LUCS was done under general anesthesia for fetal distress and unexpectedly, an approximately 15 cm long segment of ileum, 3 cm away from the ileocecal junction was found to be gangrenous (Fig. 1). Resection of the gangrenous segment was done and proximal-end ileostomy and distal mucous fistula was performed to avoid leakage in an unprepared bowel. Postoperatively, the patient was doing well and sent home after one month of delivery. The delay in discharge was due to a postoperative wound dehiscence. Postoperative laboratory evaluation did not reveal any coagulation abnormality. The patient’s prothrombin time was 13.5 seconds (control: 13 seconds); activated partial thromboplastin time was 34 seconds (control: 35 seconds), and fibrinogen level was 256 mg/dL (normal: 233-496 mg/dL). Screens for antiphospholipid antibodies like lupus anticoagulant and anti-cardiolipin antibodies were negative (anti-cardiolipin antibody: patient’s IgG value = 6 GPL [normal range = 0-15 GPL]; patient’s Ig M value = 7 MPL [normal range = 0-15 MPL]). Inherited thrombotic disorders like deficiency of protein S (patient’s value = 78%; normal range = 70% to 140%), protein C (patient’s value = 101%; normal range = 70% to 140%), antithrombin III (patient’s value = 95.5%; normal range = 70% to 130%), and factor V Leiden mutation (activated protein C resistance, ratio: 2.2 in the patient, normal level ≥2.1) which demonstrated negative results.


Figure 1: Gangrenous part of small gut removed during LUCS.
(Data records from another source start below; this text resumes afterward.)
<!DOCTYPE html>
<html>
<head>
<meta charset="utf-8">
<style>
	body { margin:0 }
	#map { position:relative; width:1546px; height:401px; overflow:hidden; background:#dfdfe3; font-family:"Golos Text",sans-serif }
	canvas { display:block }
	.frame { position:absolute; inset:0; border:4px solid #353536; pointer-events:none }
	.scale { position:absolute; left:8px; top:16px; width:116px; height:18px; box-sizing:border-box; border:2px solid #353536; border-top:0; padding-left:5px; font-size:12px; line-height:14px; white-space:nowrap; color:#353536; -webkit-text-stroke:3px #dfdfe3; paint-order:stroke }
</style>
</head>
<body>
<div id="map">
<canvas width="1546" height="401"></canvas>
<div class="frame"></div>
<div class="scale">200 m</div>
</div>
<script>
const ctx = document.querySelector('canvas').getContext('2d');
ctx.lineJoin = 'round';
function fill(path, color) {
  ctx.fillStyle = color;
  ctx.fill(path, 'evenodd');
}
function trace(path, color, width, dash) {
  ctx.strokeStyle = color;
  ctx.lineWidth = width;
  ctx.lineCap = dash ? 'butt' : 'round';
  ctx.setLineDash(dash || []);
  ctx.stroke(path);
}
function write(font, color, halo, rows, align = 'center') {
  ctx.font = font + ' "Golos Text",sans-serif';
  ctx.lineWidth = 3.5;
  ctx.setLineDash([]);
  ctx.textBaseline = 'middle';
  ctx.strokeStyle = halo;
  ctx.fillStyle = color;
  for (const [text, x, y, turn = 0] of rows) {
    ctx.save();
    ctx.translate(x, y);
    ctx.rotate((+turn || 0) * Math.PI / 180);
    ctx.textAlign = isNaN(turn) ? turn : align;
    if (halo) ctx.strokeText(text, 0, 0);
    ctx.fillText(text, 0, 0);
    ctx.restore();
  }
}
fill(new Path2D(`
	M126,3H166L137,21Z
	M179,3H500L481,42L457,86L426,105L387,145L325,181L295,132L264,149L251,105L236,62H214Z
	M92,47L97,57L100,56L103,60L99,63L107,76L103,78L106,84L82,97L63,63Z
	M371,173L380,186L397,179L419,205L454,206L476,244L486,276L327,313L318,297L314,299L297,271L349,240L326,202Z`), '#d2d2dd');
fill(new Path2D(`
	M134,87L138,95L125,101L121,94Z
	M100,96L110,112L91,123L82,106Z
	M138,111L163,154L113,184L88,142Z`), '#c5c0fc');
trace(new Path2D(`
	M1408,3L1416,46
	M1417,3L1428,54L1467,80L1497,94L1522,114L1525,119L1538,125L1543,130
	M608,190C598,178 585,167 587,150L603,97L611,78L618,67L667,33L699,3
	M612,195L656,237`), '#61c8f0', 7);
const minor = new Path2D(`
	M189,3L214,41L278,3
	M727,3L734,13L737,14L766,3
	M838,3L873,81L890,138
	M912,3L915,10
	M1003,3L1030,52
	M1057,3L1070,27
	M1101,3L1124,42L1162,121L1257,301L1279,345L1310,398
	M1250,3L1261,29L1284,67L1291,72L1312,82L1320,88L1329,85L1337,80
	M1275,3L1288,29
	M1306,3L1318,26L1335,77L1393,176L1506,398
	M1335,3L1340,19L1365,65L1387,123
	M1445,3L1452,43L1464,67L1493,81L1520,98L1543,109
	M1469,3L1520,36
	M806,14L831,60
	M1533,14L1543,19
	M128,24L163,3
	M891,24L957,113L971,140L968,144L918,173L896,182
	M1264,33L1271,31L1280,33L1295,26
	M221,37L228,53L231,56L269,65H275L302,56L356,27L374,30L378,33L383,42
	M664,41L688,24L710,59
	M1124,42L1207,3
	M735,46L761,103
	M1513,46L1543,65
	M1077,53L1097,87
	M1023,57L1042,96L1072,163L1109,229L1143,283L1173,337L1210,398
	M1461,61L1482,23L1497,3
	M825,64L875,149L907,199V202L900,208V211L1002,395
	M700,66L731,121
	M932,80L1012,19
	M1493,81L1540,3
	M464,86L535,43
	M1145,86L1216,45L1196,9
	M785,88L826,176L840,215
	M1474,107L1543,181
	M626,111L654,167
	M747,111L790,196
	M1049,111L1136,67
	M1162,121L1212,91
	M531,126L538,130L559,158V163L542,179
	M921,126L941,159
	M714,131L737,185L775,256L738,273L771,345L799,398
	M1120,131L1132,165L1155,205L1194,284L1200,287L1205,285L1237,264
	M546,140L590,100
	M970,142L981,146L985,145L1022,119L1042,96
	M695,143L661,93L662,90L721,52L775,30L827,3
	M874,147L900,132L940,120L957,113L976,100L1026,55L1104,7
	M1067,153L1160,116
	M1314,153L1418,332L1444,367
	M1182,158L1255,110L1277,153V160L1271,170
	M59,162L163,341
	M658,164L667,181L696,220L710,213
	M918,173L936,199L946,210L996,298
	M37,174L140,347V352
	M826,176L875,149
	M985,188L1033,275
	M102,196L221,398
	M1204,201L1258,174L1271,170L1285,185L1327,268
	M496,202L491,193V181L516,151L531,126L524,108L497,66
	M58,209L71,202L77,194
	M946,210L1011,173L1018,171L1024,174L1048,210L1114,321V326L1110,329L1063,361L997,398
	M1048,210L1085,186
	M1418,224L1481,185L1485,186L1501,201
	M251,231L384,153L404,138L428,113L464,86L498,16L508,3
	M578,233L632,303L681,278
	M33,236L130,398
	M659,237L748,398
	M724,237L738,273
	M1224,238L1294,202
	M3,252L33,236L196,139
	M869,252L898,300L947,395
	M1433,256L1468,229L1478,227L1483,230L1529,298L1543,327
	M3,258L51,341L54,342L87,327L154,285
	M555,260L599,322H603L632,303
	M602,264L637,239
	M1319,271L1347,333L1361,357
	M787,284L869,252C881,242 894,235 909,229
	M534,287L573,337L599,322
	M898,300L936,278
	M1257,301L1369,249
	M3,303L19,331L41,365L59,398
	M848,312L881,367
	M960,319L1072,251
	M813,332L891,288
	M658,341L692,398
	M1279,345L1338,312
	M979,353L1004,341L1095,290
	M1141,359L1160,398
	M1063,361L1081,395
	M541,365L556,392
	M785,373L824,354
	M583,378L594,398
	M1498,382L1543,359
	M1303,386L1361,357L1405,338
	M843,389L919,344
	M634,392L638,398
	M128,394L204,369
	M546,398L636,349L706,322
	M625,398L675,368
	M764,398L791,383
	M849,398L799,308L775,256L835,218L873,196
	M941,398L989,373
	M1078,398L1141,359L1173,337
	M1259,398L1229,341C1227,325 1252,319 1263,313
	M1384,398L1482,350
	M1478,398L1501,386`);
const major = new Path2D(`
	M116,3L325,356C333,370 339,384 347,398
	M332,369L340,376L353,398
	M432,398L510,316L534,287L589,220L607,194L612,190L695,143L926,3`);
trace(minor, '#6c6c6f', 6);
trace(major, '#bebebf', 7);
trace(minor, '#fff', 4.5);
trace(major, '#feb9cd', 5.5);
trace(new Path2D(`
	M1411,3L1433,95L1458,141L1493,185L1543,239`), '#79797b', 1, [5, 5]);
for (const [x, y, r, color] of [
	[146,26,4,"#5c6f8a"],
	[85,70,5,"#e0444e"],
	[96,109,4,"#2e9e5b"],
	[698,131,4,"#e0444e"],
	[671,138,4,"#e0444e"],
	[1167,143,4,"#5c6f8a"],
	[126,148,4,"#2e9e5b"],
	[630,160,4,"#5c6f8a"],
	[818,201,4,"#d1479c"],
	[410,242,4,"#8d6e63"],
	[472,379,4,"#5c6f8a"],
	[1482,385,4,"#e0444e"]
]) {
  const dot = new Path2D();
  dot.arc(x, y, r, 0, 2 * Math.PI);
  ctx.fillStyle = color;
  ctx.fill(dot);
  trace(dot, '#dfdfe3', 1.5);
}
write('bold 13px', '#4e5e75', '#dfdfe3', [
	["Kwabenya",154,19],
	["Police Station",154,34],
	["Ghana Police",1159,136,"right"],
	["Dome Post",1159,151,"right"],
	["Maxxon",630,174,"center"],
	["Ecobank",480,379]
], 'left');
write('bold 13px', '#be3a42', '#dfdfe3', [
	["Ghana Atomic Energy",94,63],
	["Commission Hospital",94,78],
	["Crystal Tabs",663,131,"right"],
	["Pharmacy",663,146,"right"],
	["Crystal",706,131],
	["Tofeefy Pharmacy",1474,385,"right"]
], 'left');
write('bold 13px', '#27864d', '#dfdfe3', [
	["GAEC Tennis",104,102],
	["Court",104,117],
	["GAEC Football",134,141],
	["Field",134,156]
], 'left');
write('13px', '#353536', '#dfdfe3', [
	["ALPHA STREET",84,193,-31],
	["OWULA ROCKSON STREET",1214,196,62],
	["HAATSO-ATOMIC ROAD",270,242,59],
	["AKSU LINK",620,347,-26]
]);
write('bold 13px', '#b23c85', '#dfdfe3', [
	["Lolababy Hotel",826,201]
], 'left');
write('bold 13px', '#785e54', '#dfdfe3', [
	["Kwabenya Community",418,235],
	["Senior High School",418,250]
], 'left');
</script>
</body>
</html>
In this case, gangrene was found approximately 15 cm in length at the terminal part of the ileum, 3 cm away from the ileocecal junction. Preoperatively, there were no adhesions and bands, Meckels’ diverticulum or volvulus, which are the usual causes of gangrene of the small intestine even during pregnancy.1,2 Acute intestinal ischemia is caused by arterial occlusion, venous thrombosis, vasculitis (SLE, polyarteritis nodosa), antiphospholipid syndrome, embolism and non-occlusive diseases. Venous thrombosis occurs in portal hypertension, inflammatory and neoplastic conditions and hypercoagulable states such as pregnancy, antiphospholipid syndrome, factor V Leiden mutation etc.4,5

Patients with acute ischemia have severe abdominal pain with few physical, laboratory or X-ray findings. As necrosis progresses, there is peritonitis with abdominal distention, ileus, restlessness and anxiety. Pregnancy itself is a hypercoagulable state which rarely precipitates deep vein thrombosis (DVT) and venous gangrene.6 Two recent case reports demonstrated idiopathic mesenteric vein thrombosis in pregnancy suggesting a hypercoagulable state.7,8


The present case is atypical due to the absence of the usual causes of small gut gangrene in pregnancy. Pregnancy itself was suggested to be the cause of this gangrene due to its hypercoagulable state;however, no hypercoagulability persisted during the patient’s follow-up after postpartum period.


The authors reported no conflict of interest and no funding was received for this work.